Recently, the Indian Supreme Court ruled on the scope of jurisdiction of the Indian capital market regulator, the Securities and Exchange Board of India (SEBI), over an issue of securities by a public company in India. In Sahara India Real Estate Corporation Ltd. and Others v. Securities and Exchange Board of India and Another.[1], two unlisted public companies of the Sahara Group, Sahara India Real Estate Corporation Limited (SIRECL) and Sahara Housing Investment Corporation Limited (SHICL) had issued and allotted unsecured Optionally Fully Convertible Debentures (OFCDs) to approximately 30 million investors on a private placement basis and collected an amount of approximately INR 240 billion from such investors. SIRECL and SHICL had issued the OFCDs based on an information memorandum (IM) circulated to the investors and a red herring prospectus (RHP) filed and registered with the Registrar of Companies. These companies had not met the filing, disclosure and investor protection requirements of Indian securities law that would apply to a public issue of securities on the ground that the issue was a private placement. SEBI ordered SIRECL and SHICL to refund the investment amount to the investors with interest of 15% per annum under Indian securities laws on the ground that the issue of OFCDs was a public issue and the statutory requirements for such an issue had not been met. SEBI’s order was upheld by the Securities Appellate Tribunal. SIRECL and SHICL appealed to the Supreme Court. Dismissing the appeal, a two judge bench of the Supreme Court, held that under Indian securities laws:

(i)                  an offer of securities made to more than 49 persons would be a public offer. Therefore, the issue of OFCDs by SIRECL and SHICL was a public offer;

(ii)                a company making a public offer is required by law to list the securities on a recognized stock exchange and meet the filing, disclosure and investor protection requirements of a public issue. SIRECL and SHICL had not met these requirements and had not applied for listing;

(iii)               SEBI would have jurisdiction over a public offer by a company since the “intention to list” is manifest in the mandatory requirement under law to list such an issue;

(iv)              SEBI was justified in ordering SIRECL and SHICL to refund the investment amount to the investors with interest of 15% per annum.

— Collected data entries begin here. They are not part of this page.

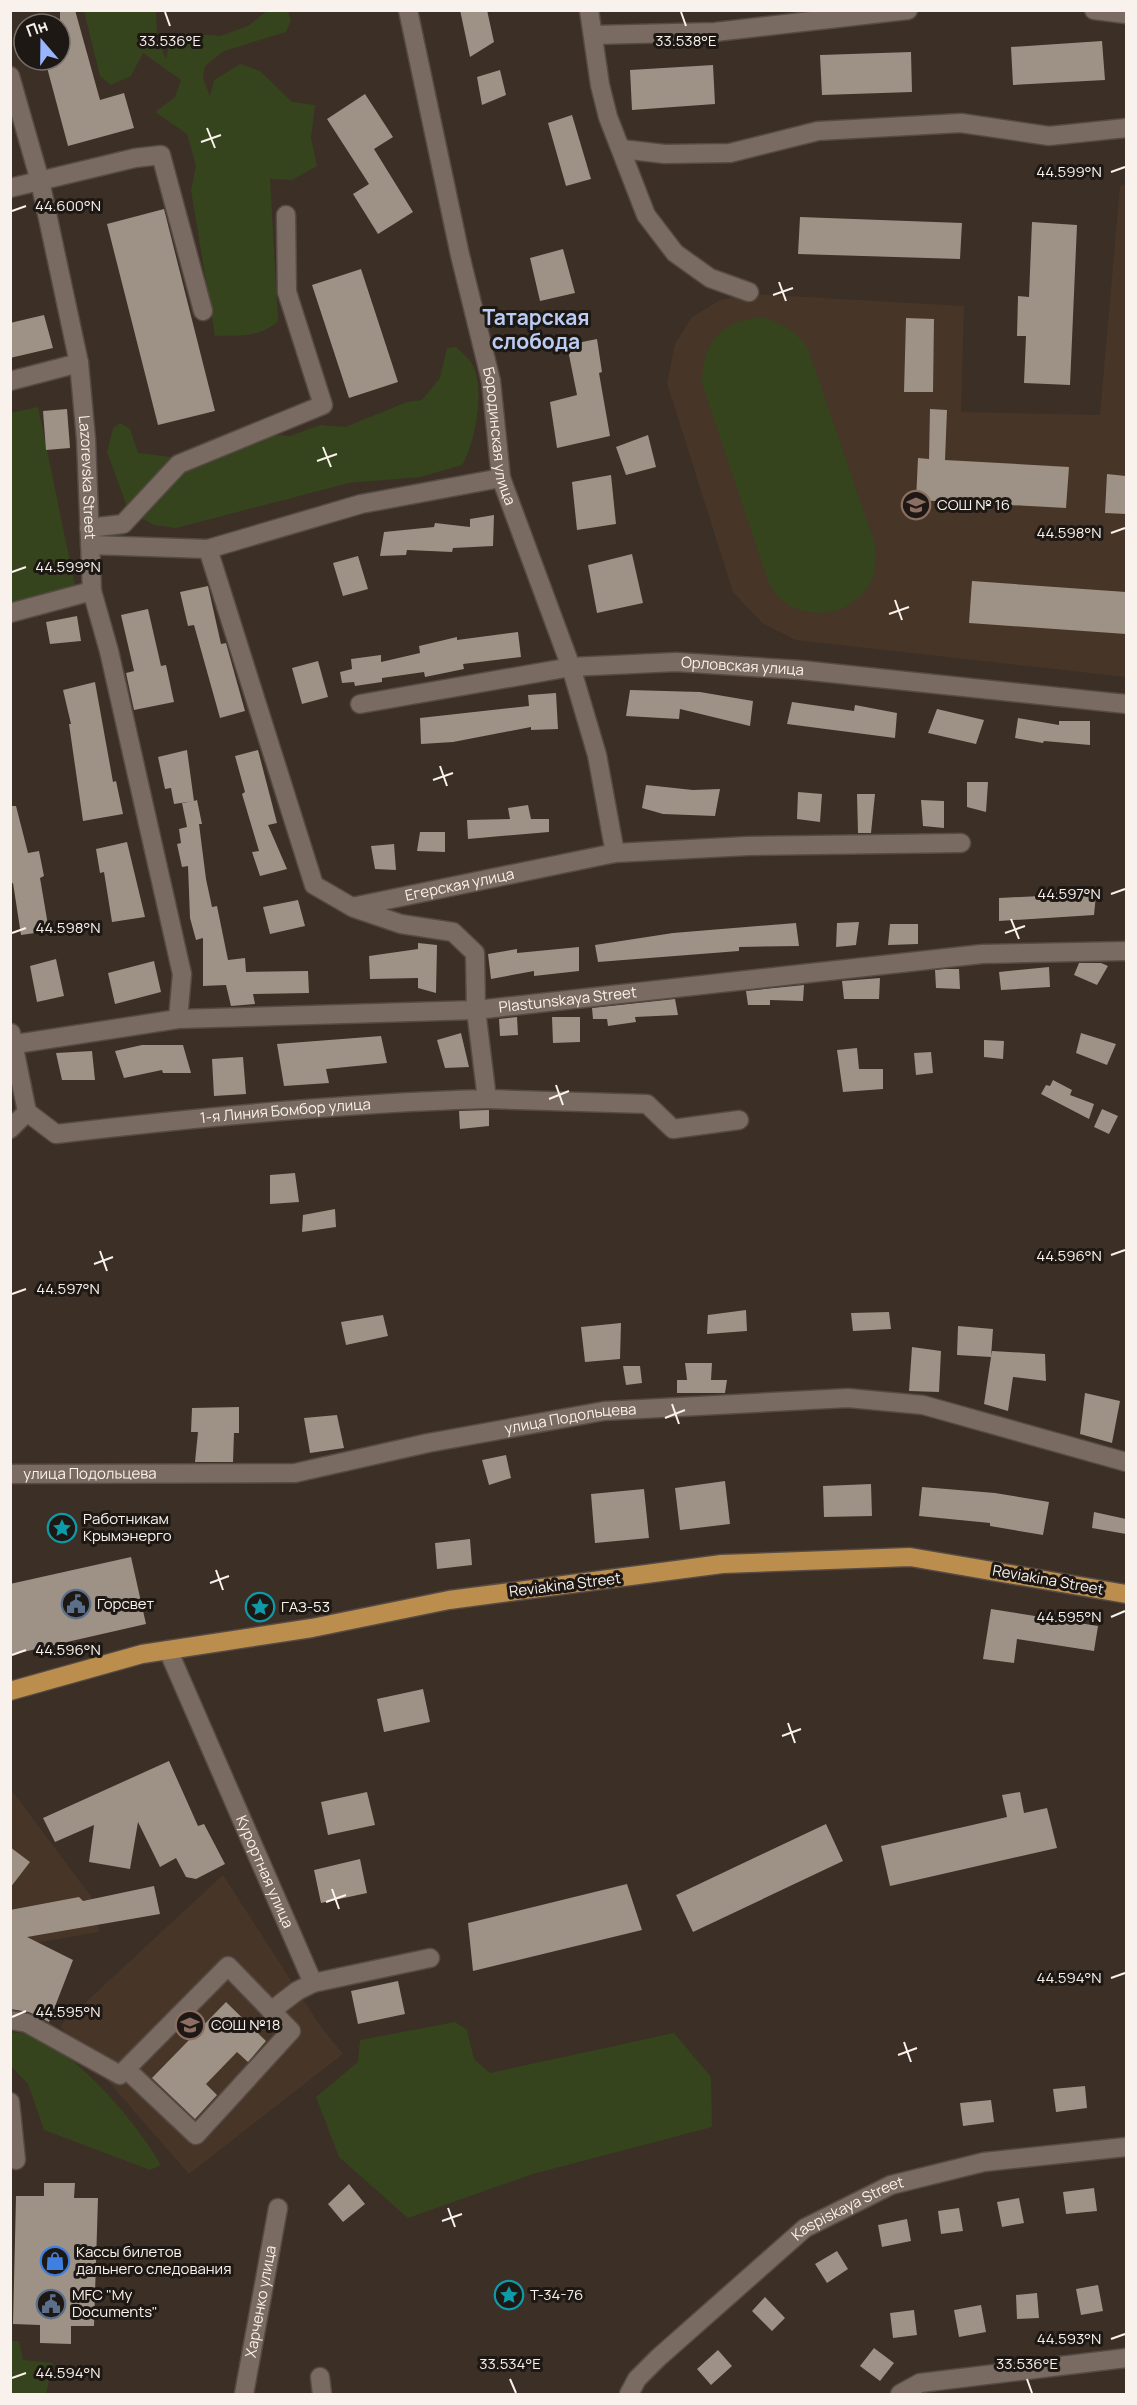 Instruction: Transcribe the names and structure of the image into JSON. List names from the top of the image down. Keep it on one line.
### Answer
{"streets":{"main road":["Reviakina Street"],"street":["Бородинская улица","Lazorevska Street","Орловская улица","Егерская улица","Plastunskaya Street","1-я Линия Бомбор улица","улица Подольцева","Курортная улица","Kaspiskaya Street","Харченко улица"]},"crossings":[["Бородинская улица","Орловская улица"],["Бородинская улица","Егерская улица"],["Lazorevska Street","Plastunskaya Street"],["Reviakina Street","Курортная улица"]],"districts":["Татарская слобода"],"places":{"school or university":["СОШ № 16","СОШ №18"],"place":["Работникам Крымэнерго","ГАЗ-53","Т-34-76"],"public building":["Горсвет","MFC \"My Documents\""],"shop":["Кассы билетов дальнего следования"]},"north":"top","coordinates":["33.536°E","33.538°E","44.599°N","44.600°N","44.598°N","44.597°N","44.596°N","44.595°N","44.594°N","44.593°N","33.534°E"]} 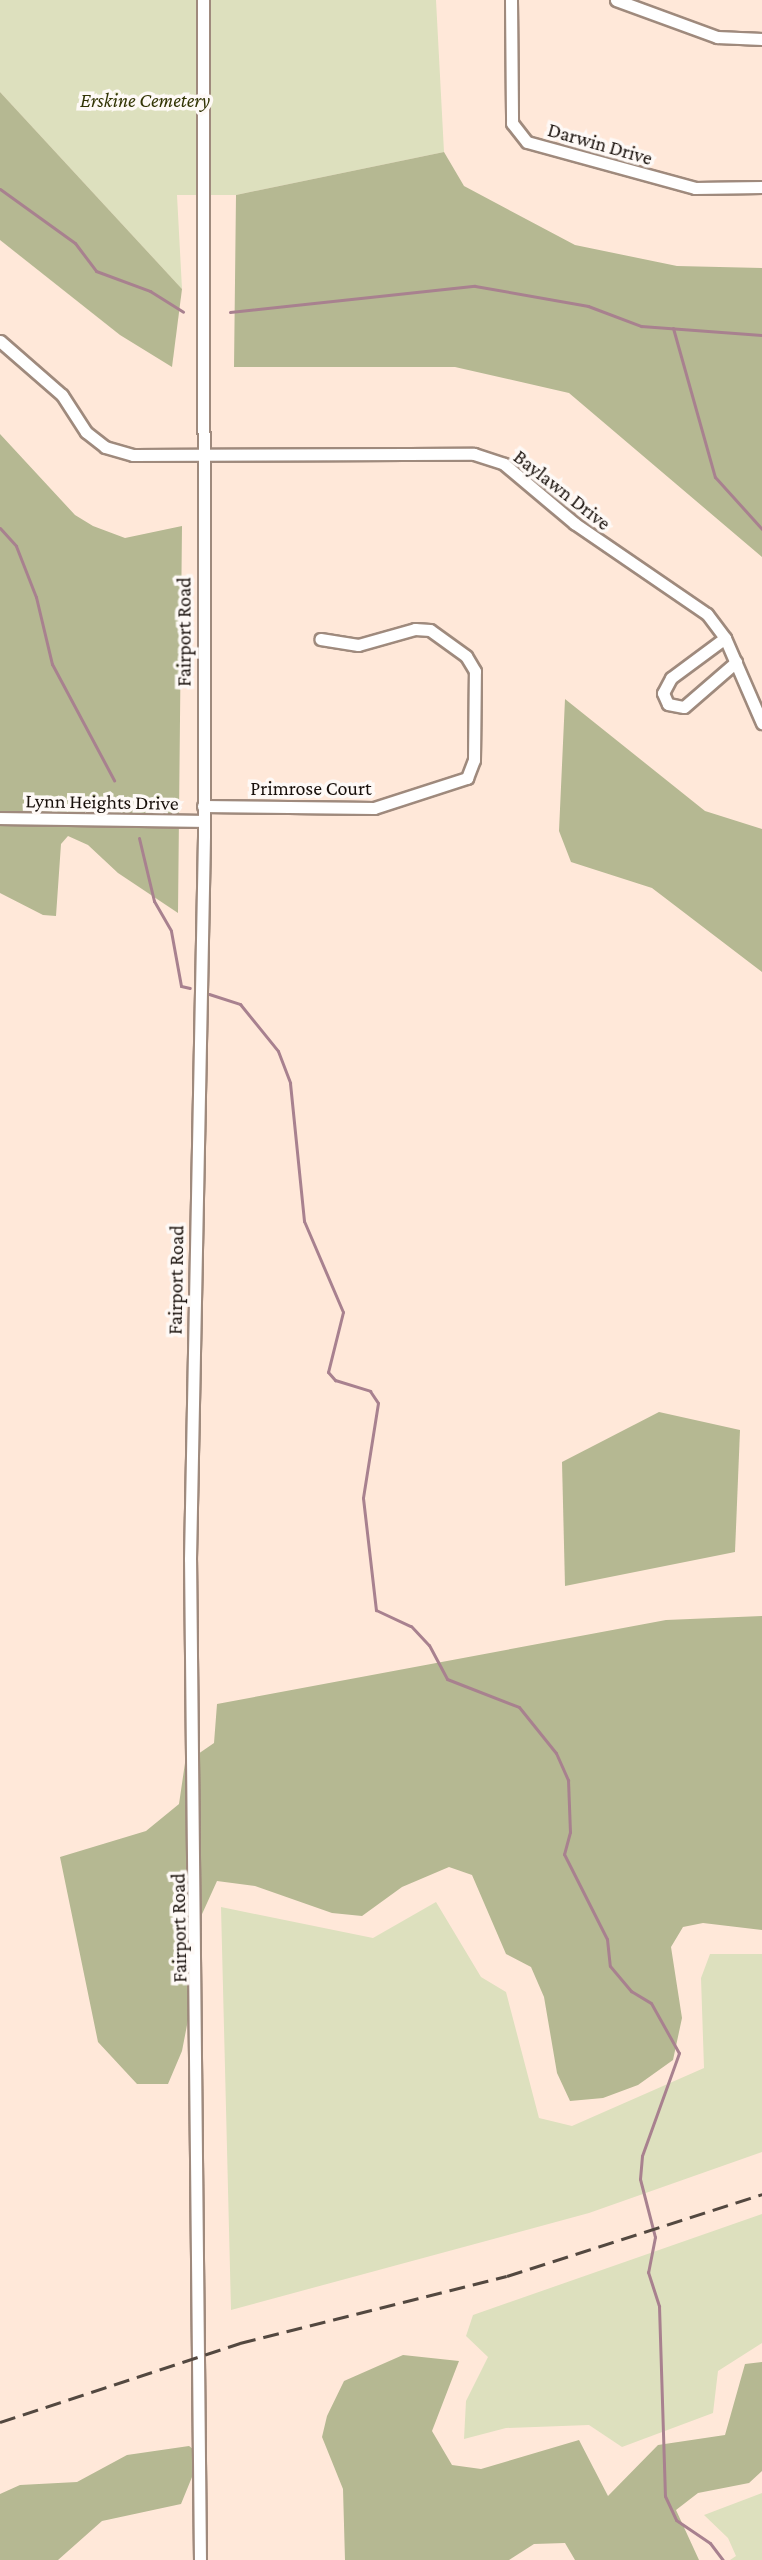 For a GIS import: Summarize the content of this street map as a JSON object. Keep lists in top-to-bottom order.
{
  "streets": {
    "street": [
      "Darwin Drive",
      "Baylawn Drive",
      "Fairport Road",
      "Primrose Court",
      "Lynn Heights Drive"
    ]
  },
  "crossings": [
    ["Baylawn Drive", "Fairport Road"],
    ["Fairport Road", "Primrose Court"],
    ["Fairport Road", "Lynn Heights Drive"]
  ],
  "parks": ["Erskine Cemetery"]
} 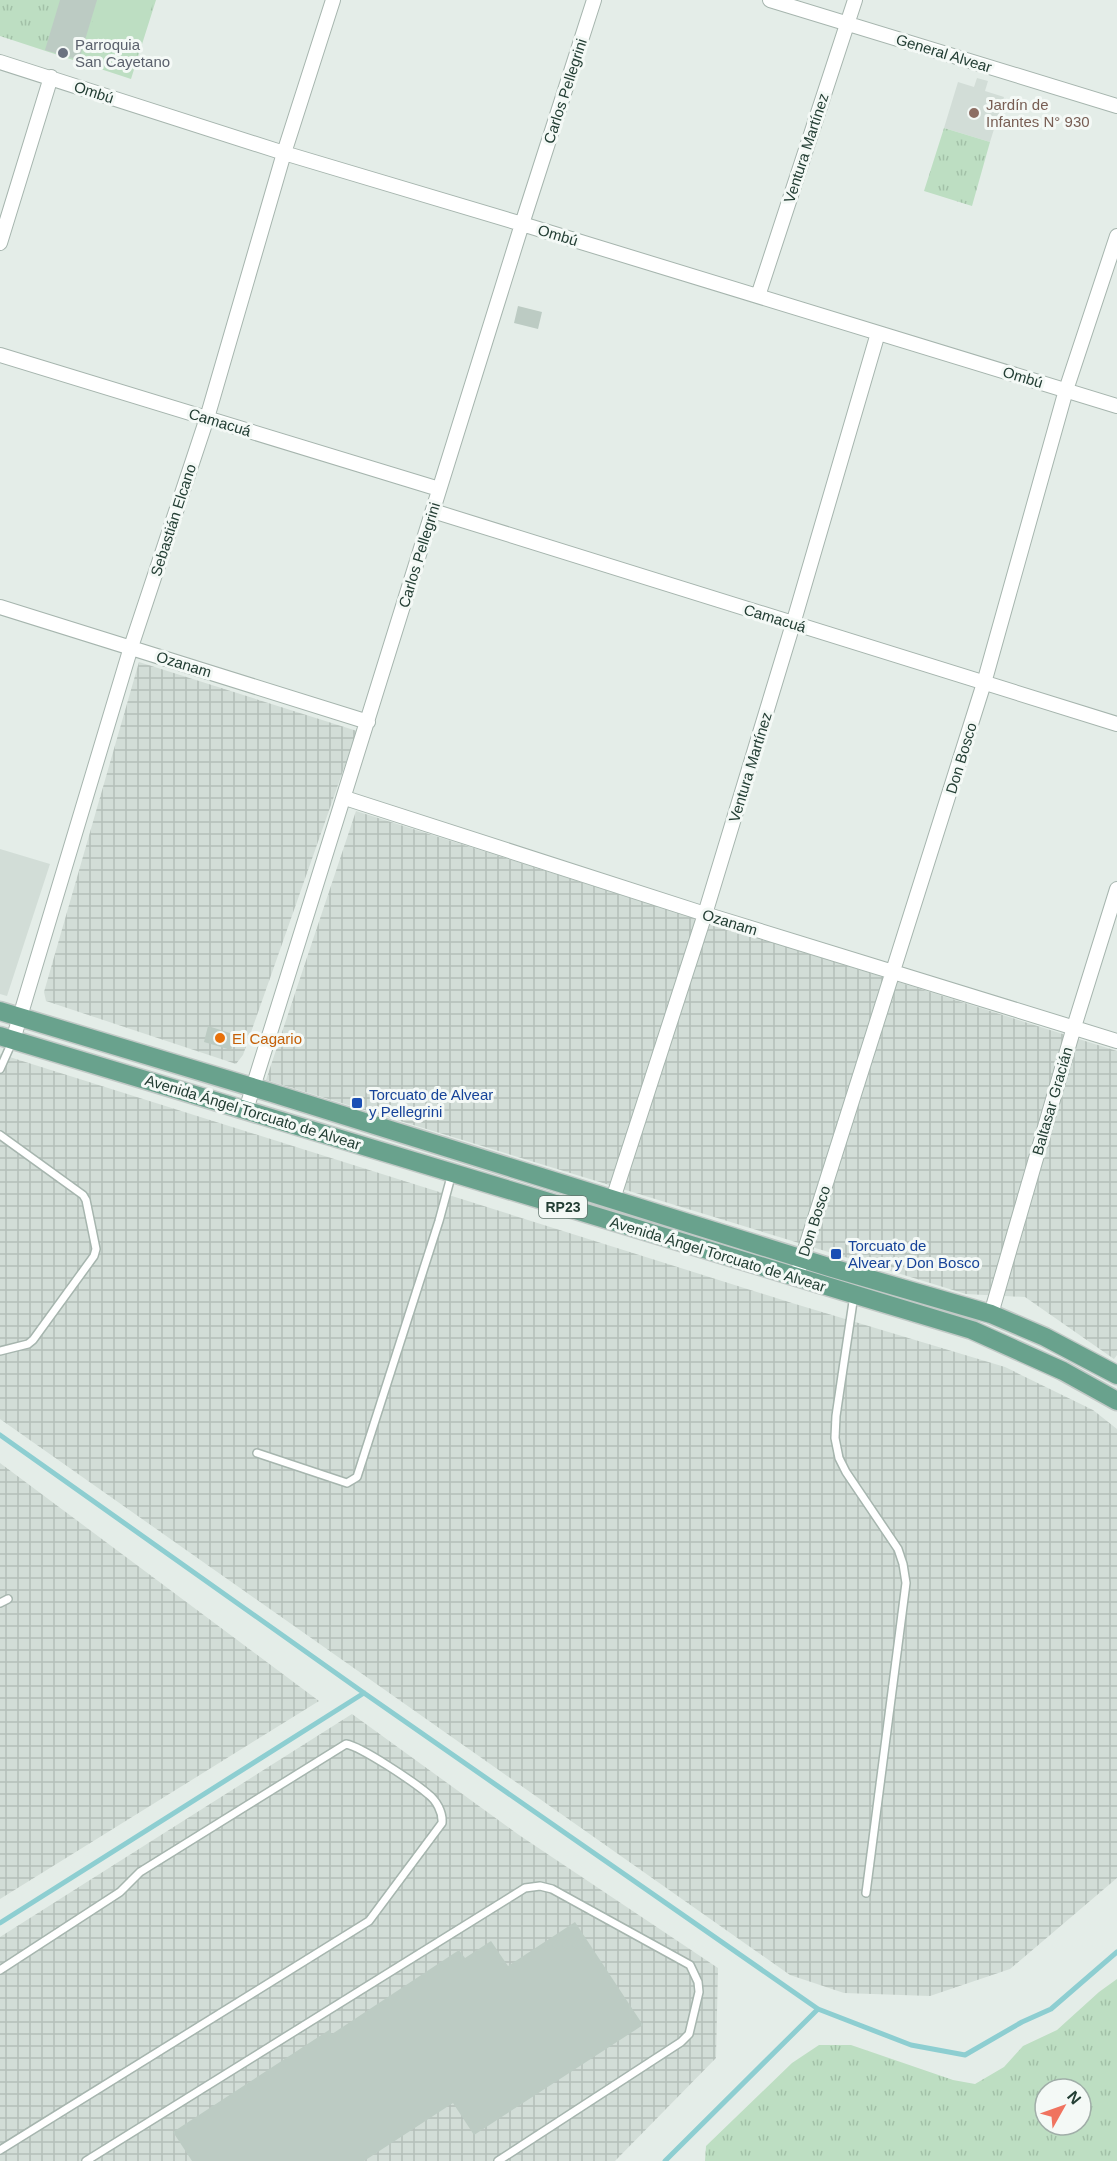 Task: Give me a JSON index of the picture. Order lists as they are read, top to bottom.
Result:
{
  "streets": {
    "main road": ["Avenida Ángel Torcuato de Alvear", "RP23"],
    "street": [
      "General Alvear",
      "Carlos Pellegrini",
      "Ombú",
      "Ventura Martínez",
      "Camacuá",
      "Sebastián Elcano",
      "Ozanam",
      "Don Bosco",
      "Baltasar Gracián"
    ]
  },
  "crossings": [
    ["General Alvear", "Ventura Martínez"],
    ["Carlos Pellegrini", "Ombú"],
    ["Carlos Pellegrini", "Camacuá"],
    ["Carlos Pellegrini", "Ozanam"],
    ["Carlos Pellegrini", "Avenida Ángel Torcuato de Alvear"],
    ["Ombú", "Ventura Martínez"],
    ["Ombú", "Sebastián Elcano"],
    ["Ombú", "Don Bosco"],
    ["Ventura Martínez", "Camacuá"],
    ["Ventura Martínez", "Ozanam"],
    ["Ventura Martínez", "Avenida Ángel Torcuato de Alvear"],
    ["Camacuá", "Sebastián Elcano"],
    ["Camacuá", "Don Bosco"],
    ["Sebastián Elcano", "Ozanam"],
    ["Sebastián Elcano", "Avenida Ángel Torcuato de Alvear"],
    ["Ozanam", "Don Bosco"],
    ["Ozanam", "Baltasar Gracián"],
    ["Don Bosco", "Avenida Ángel Torcuato de Alvear"],
    ["Baltasar Gracián", "Avenida Ángel Torcuato de Alvear"]
  ],
  "places": {
    "other": ["Parroquia San Cayetano", "Jardín de Infantes N° 930", "El Cagario"],
    "transit": ["Torcuato de Alvear y Pellegrini", "Torcuato de Alvear y Don Bosco"]
  },
  "north": "top right"
}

This judgment clarifies that SEBI’s jurisdiction cannot be questioned if a company makes a public offer of securities. Under Indian law, a private placement requires (i) an offer or invitation to less than 50 persons; and (ii) the offer or invitation should either be non-transferable or the domestic concern of the offeror and offeree. If any of these conditions are not met, the issue of securities by the company would be a public offer.

This decision is welcome since it recognizes the importance of SEBI in an issue of securities to the public. Tasked with the duty to protect investors and regulate the securities market, a purposive interpretation is critical to ensure that SEBI’s authority to regulate a public issue of securities is not undermined by a technical interpretation of Indian securities laws. This judgment makes such a purposive interpretation.

 


[1] MANU/SC/0702/2012; (2012) 8 SCALE 101.